Give again the entries below exactly, beginning at the first line and ending at the line with "position:absolute; right:15px; top:15px;".
^^^^^^^^^^^^^^^^
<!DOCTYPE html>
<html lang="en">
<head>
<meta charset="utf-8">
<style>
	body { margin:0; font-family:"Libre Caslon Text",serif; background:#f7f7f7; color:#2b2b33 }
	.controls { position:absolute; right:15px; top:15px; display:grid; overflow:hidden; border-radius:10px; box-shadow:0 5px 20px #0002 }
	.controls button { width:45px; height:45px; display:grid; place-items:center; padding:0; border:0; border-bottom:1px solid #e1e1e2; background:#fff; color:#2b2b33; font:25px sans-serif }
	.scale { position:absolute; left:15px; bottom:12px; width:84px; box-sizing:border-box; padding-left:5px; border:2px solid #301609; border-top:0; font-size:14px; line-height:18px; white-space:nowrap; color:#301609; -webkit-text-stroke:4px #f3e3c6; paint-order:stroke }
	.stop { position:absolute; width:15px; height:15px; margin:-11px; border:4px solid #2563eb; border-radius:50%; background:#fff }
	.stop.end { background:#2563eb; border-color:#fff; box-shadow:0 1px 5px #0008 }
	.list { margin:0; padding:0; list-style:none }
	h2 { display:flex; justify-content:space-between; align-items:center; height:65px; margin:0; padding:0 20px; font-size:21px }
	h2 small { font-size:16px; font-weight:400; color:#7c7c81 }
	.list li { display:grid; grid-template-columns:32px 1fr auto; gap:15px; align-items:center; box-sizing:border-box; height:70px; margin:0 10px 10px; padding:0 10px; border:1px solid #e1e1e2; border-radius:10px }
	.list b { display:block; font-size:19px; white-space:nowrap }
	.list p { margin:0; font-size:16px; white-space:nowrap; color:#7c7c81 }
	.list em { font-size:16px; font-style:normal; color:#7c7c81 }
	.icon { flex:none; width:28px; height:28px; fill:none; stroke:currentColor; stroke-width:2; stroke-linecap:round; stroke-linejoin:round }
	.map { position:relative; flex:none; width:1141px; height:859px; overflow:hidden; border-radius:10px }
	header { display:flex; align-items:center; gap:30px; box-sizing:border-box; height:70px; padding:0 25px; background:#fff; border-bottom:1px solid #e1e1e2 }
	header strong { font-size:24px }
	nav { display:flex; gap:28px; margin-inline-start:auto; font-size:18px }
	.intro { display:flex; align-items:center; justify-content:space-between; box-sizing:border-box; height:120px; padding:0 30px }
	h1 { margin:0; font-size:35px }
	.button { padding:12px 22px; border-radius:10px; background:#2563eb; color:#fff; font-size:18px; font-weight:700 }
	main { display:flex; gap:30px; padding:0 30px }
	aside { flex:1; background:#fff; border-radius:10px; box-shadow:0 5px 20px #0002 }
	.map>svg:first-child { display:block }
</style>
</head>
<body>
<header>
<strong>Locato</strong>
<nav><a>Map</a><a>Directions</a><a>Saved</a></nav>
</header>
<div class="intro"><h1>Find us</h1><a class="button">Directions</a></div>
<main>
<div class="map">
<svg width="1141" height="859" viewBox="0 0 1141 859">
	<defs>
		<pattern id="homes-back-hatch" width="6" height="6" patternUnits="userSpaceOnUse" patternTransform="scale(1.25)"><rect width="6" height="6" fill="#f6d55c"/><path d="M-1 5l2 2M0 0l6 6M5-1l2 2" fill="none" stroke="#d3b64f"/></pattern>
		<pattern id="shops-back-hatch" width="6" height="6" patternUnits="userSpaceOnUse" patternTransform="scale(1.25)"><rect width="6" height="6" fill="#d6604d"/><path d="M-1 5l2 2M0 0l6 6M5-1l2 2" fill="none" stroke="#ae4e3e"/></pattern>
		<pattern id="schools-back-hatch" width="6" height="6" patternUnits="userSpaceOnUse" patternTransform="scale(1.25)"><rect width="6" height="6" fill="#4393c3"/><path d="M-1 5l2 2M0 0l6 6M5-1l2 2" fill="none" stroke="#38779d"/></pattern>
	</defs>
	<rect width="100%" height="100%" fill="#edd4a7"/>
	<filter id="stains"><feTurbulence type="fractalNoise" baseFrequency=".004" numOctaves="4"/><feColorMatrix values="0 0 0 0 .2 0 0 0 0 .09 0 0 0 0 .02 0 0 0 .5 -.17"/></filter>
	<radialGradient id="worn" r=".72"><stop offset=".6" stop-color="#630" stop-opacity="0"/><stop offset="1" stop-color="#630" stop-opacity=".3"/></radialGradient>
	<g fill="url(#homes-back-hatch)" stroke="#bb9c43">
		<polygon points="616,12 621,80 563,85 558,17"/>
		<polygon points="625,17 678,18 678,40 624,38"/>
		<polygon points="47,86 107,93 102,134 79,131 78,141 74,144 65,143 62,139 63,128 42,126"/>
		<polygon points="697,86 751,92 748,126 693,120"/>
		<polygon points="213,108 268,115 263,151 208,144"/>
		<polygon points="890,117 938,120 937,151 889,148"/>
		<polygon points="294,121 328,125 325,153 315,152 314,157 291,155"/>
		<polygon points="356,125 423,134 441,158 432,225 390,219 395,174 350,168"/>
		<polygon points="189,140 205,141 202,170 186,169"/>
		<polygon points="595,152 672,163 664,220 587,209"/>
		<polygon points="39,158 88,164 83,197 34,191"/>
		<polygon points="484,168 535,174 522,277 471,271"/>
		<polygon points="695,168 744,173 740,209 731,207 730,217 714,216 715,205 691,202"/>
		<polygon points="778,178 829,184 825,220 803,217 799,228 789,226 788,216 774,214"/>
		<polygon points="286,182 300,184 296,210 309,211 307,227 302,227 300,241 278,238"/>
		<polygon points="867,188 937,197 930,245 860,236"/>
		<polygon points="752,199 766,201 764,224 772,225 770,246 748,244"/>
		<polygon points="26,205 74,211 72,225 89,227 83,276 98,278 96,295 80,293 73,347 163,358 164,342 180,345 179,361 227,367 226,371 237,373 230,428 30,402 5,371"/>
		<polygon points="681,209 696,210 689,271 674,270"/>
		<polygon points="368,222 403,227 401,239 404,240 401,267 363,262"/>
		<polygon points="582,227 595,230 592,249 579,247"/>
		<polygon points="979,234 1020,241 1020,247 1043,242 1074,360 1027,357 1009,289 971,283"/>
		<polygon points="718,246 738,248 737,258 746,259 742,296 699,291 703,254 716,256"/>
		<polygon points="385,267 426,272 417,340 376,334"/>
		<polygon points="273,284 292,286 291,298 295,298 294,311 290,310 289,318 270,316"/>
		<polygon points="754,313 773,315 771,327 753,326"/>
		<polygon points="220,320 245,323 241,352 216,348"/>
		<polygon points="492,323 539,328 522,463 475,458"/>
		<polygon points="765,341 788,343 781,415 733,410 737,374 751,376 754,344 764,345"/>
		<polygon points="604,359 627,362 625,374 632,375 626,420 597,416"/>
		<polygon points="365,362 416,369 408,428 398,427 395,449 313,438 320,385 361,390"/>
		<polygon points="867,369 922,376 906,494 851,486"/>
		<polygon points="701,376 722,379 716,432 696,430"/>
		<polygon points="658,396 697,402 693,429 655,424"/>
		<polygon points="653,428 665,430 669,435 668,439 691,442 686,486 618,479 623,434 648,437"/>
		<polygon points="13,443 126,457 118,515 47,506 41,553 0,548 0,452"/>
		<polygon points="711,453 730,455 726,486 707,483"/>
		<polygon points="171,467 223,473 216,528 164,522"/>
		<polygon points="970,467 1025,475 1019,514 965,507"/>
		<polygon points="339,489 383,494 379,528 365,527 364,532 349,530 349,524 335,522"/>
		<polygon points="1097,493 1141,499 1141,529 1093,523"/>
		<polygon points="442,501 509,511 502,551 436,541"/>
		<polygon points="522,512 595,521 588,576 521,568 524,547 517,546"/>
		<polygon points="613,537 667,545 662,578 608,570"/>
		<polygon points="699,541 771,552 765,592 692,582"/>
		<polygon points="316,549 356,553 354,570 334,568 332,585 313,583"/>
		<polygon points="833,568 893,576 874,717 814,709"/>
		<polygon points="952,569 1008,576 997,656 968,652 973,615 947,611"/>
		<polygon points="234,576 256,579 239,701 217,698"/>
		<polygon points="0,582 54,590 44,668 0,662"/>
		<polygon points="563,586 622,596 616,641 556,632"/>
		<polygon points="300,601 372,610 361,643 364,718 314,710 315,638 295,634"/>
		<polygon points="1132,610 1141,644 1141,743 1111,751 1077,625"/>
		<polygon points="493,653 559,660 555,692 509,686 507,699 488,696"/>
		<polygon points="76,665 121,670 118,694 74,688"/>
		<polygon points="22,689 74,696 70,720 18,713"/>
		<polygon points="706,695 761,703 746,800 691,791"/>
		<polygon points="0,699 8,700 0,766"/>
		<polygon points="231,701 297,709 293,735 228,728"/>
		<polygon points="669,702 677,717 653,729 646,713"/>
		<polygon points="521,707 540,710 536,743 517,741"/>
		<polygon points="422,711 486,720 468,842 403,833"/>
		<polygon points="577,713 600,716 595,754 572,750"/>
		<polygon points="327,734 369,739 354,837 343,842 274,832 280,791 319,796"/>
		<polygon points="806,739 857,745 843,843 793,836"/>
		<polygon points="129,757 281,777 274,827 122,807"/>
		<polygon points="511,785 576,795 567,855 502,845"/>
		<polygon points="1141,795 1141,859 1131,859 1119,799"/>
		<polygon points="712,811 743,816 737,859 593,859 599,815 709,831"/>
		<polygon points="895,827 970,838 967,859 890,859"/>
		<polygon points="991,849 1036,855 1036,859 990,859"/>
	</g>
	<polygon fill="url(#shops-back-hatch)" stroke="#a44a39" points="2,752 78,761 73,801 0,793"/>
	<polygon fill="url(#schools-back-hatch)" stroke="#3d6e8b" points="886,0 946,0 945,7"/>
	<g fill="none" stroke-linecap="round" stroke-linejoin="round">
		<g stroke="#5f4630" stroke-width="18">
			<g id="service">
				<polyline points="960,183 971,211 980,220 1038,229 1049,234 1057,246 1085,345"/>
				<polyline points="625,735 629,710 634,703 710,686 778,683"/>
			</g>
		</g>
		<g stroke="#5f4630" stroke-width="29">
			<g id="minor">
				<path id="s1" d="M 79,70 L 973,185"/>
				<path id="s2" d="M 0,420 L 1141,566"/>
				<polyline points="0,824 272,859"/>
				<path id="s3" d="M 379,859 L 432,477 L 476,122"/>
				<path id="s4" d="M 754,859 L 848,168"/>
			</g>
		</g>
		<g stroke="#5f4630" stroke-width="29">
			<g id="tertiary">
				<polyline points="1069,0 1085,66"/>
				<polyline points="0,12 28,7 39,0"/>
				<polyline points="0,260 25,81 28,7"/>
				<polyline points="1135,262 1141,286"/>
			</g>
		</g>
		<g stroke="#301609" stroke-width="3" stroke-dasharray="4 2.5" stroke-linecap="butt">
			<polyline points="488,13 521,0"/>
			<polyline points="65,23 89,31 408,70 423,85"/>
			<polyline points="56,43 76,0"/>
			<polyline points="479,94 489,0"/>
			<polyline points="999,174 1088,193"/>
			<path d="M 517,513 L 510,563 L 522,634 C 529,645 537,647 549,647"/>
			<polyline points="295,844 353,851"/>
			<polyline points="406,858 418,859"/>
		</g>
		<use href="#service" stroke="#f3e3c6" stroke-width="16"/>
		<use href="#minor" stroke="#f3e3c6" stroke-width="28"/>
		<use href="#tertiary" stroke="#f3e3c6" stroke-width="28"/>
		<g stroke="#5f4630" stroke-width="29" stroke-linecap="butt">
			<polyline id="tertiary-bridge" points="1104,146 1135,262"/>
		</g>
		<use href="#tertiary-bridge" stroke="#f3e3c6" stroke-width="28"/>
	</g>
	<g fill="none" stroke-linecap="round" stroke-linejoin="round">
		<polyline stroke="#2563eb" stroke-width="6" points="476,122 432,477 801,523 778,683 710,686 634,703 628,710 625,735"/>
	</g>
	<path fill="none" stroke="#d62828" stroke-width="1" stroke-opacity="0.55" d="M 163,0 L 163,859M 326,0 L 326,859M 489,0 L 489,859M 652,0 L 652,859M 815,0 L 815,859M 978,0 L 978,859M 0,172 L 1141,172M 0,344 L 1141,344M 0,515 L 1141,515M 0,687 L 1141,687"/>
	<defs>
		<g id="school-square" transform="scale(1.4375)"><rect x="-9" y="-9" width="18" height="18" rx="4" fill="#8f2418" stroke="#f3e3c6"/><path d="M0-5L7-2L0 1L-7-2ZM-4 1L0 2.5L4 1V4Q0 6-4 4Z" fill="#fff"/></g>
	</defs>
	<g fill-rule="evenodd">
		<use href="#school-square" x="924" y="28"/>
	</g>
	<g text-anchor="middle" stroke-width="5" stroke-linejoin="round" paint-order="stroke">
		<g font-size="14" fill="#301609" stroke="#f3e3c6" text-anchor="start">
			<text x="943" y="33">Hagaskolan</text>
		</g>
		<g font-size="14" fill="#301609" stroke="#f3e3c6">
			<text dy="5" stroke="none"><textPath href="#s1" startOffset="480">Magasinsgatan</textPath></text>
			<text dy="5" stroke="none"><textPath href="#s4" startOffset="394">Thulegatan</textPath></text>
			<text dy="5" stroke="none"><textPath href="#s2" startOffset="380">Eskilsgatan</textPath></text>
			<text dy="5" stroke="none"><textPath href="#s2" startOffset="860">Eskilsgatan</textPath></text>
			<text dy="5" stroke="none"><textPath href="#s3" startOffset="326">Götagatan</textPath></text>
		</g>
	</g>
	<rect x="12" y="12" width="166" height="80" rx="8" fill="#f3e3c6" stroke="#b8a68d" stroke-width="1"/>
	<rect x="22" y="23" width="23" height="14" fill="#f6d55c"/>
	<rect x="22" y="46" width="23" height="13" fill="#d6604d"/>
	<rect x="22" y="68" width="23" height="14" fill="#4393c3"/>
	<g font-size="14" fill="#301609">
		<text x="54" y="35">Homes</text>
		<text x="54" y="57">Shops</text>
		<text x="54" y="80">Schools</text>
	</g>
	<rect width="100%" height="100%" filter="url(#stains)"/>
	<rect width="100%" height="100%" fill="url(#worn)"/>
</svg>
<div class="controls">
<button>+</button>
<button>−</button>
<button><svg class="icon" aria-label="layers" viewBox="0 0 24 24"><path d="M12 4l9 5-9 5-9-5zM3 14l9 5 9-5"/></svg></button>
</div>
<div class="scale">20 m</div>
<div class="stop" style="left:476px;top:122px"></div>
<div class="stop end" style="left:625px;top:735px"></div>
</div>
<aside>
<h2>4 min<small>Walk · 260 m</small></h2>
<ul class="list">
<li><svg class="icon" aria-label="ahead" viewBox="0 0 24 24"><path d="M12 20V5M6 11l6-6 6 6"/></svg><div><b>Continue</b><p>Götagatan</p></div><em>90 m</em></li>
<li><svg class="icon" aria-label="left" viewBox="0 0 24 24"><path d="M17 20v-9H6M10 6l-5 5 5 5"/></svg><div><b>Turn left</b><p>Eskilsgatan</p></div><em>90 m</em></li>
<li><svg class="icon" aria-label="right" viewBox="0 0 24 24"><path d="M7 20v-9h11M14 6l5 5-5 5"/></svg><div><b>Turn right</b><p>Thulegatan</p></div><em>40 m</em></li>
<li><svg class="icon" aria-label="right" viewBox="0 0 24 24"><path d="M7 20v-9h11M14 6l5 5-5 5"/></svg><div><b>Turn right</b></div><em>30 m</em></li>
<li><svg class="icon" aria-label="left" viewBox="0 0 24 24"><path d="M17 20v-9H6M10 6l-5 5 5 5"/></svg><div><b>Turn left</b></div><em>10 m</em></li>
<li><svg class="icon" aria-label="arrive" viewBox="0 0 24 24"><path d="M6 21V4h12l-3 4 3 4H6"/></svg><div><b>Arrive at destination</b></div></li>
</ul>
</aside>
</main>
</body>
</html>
^^^^^^^^^^^^^^^^
* Response to this task *
<!DOCTYPE html>
<html lang="en">
<head>
<meta charset="utf-8">
<style>
	body { margin:0; font-family:"Libre Caslon Text",serif; background:#f7f7f7; color:#2b2b33 }
	.controls { position:absolute; right:15px; top:15px; display:grid; overflow:hidden; border-radius:10px; box-shadow:0 5px 20px #0002 }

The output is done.